[[ RECORDS FOR PROCESSING, beginning ]]
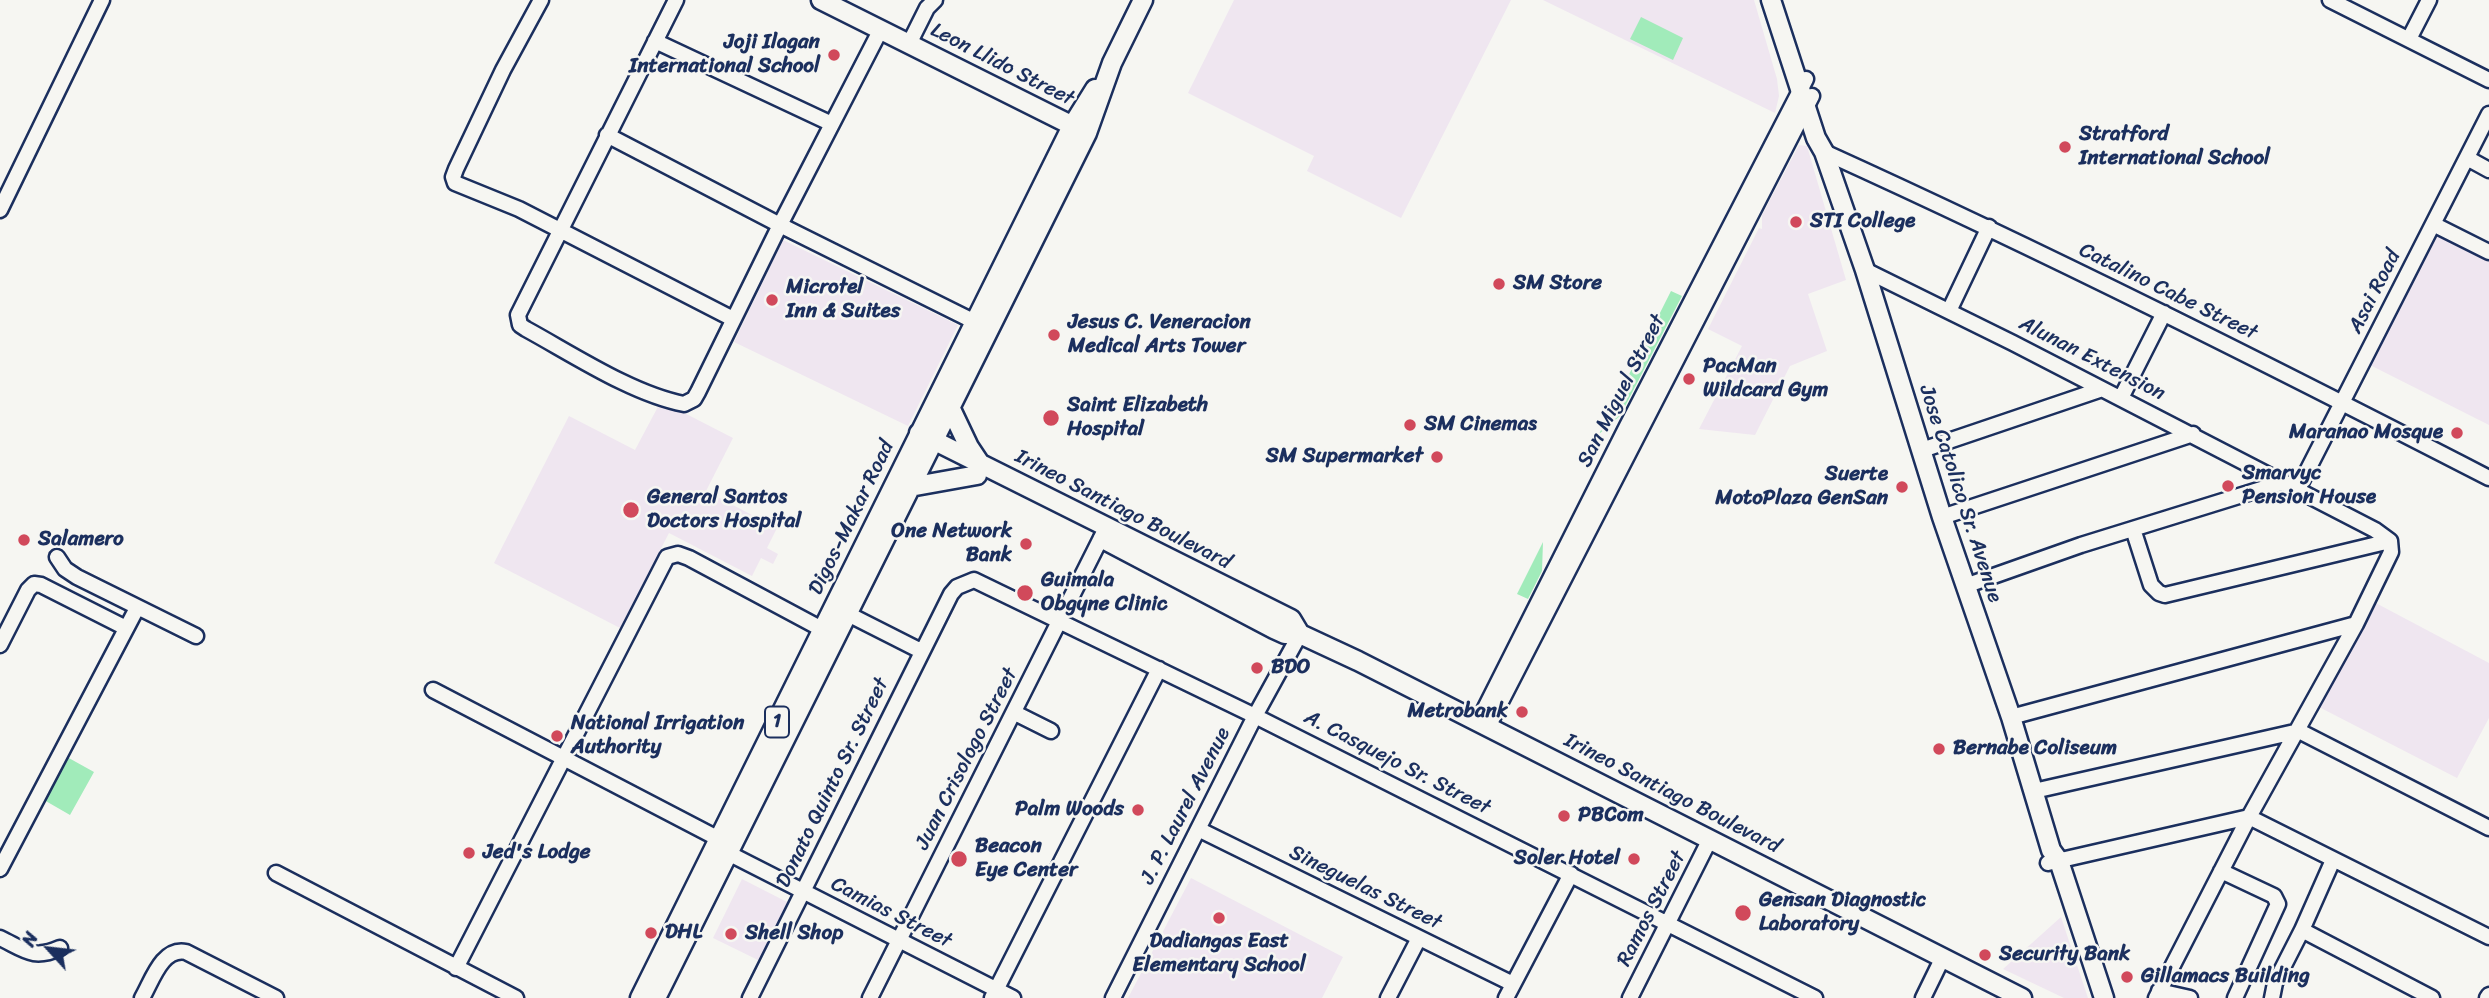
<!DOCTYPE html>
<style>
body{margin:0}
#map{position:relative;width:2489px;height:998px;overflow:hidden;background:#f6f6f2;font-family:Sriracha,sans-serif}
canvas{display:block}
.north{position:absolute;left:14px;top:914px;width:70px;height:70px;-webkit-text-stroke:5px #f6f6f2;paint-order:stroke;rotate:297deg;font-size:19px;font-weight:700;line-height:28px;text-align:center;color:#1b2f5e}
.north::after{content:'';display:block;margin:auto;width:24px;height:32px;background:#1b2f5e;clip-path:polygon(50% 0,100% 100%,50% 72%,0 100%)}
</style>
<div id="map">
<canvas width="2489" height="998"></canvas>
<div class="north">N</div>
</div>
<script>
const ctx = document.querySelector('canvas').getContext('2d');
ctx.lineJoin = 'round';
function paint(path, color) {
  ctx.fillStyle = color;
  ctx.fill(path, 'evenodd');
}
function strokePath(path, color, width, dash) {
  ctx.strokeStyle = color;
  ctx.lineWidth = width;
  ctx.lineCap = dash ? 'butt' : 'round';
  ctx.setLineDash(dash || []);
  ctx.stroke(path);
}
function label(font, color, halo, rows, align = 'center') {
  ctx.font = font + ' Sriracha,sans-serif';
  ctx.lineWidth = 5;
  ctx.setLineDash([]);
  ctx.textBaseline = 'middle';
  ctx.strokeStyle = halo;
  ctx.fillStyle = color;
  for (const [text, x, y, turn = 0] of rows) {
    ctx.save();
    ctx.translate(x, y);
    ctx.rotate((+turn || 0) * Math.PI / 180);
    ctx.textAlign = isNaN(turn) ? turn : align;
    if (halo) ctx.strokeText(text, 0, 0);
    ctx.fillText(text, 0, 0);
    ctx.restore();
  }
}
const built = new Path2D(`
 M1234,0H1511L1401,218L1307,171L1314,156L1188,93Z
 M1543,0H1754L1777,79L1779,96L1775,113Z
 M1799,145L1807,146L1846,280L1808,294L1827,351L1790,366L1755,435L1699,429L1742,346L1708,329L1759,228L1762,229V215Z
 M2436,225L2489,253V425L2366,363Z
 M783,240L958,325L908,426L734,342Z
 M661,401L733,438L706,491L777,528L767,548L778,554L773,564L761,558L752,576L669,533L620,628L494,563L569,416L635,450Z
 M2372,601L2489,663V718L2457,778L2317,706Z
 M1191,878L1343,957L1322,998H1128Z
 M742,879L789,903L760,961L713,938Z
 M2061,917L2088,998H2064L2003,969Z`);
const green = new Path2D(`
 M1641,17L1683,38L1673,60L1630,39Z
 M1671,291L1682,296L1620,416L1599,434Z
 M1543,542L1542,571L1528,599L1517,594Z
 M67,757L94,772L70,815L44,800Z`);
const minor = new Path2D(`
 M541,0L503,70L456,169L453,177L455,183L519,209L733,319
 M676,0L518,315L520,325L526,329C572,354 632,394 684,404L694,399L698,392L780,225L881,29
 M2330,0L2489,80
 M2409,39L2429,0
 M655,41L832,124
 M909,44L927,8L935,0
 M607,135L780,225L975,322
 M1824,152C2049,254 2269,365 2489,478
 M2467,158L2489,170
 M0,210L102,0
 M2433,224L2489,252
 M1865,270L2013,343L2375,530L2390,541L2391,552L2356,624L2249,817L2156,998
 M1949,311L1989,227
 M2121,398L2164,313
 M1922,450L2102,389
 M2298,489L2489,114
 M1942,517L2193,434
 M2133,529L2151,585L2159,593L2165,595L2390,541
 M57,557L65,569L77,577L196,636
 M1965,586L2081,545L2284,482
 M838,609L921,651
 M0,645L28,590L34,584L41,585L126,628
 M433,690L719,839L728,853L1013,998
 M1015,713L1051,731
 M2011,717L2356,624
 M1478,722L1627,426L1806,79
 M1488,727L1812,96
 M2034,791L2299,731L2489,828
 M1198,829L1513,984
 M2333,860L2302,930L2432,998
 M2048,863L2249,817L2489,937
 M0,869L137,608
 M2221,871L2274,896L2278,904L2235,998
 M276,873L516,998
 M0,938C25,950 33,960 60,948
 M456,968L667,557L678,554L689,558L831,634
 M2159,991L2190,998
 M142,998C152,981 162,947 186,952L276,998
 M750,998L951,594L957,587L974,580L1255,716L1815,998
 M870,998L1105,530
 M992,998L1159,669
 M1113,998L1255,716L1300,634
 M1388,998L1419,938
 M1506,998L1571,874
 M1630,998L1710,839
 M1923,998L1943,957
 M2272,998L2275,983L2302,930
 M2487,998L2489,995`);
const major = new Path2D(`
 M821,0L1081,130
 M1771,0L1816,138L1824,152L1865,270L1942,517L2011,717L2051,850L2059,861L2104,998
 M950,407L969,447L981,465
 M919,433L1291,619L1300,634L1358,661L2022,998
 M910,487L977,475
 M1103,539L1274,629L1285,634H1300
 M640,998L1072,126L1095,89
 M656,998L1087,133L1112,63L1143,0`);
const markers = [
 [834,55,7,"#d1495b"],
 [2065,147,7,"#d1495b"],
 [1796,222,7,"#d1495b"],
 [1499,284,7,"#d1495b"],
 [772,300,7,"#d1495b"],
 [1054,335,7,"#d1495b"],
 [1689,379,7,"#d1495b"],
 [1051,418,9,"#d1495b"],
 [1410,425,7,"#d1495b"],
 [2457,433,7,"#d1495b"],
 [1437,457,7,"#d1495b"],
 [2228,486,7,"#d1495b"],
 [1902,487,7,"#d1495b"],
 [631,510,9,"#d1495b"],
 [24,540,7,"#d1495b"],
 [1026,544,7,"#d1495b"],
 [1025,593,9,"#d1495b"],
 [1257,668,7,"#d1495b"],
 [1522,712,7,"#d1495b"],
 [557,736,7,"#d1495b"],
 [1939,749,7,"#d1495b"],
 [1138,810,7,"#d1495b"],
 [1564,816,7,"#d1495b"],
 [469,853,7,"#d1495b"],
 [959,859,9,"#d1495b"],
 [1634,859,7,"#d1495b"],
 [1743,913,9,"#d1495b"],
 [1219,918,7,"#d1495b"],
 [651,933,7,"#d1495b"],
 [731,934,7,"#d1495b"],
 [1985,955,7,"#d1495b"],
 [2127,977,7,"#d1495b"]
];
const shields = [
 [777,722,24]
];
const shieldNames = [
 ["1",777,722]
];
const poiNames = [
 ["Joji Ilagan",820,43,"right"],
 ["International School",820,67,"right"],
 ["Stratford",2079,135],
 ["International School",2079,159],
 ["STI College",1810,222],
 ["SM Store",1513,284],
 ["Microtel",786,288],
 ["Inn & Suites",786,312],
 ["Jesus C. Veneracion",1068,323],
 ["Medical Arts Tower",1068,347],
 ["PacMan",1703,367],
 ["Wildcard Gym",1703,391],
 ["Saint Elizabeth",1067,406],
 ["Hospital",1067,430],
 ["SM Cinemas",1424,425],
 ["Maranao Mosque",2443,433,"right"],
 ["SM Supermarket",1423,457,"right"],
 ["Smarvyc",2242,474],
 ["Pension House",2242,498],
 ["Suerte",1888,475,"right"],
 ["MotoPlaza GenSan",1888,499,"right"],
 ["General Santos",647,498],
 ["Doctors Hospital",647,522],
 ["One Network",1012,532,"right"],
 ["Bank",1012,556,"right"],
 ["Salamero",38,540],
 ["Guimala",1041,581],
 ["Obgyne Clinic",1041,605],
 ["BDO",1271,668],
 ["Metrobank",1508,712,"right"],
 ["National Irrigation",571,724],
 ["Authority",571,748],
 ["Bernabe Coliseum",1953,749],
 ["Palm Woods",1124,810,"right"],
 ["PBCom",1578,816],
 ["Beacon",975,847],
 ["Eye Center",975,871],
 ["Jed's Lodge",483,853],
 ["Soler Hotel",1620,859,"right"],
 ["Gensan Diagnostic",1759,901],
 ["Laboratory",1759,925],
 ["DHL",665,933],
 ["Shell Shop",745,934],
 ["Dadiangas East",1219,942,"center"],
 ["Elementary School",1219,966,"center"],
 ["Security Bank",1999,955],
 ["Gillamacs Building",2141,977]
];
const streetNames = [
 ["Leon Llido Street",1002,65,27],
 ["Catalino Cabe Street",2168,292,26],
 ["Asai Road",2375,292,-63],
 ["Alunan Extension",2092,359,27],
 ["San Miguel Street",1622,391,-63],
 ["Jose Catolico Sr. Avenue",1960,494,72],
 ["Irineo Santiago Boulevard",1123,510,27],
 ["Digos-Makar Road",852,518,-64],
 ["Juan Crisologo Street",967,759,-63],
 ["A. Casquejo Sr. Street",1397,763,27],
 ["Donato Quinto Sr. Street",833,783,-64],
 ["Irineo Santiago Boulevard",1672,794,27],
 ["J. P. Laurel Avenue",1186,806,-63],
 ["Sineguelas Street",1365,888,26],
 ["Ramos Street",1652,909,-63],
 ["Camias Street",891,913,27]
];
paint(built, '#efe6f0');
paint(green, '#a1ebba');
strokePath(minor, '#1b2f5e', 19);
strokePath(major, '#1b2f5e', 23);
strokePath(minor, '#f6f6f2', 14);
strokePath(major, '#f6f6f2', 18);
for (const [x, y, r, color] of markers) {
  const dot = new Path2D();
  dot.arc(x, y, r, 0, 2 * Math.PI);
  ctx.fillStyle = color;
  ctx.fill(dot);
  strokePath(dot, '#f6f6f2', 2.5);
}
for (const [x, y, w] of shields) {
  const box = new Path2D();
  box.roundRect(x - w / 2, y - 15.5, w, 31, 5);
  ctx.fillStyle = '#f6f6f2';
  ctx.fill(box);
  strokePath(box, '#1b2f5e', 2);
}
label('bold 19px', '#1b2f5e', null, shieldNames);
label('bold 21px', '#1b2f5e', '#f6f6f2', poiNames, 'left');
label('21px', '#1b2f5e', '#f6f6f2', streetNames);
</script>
[[ RECORDS FOR PROCESSING, end ]]
YOUR TASK: Each line that contains the string "color" should be copied from the data above.

ANSWER SPACE:
.north{position:absolute;left:14px;top:914px;width:70px;height:70px;-webkit-text-stroke:5px #f6f6f2;paint-order:stroke;rotate:297deg;font-size:19px;font-weight:700;line-height:28px;text-align:center;color:#1b2f5e}
function paint(path, color) {
  ctx.fillStyle = color;
function strokePath(path, color, width, dash) {
  ctx.strokeStyle = color;
function label(font, color, halo, rows, align = 'center') {
  ctx.fillStyle = color;
for (const [x, y, r, color] of markers) {
  ctx.fillStyle = color;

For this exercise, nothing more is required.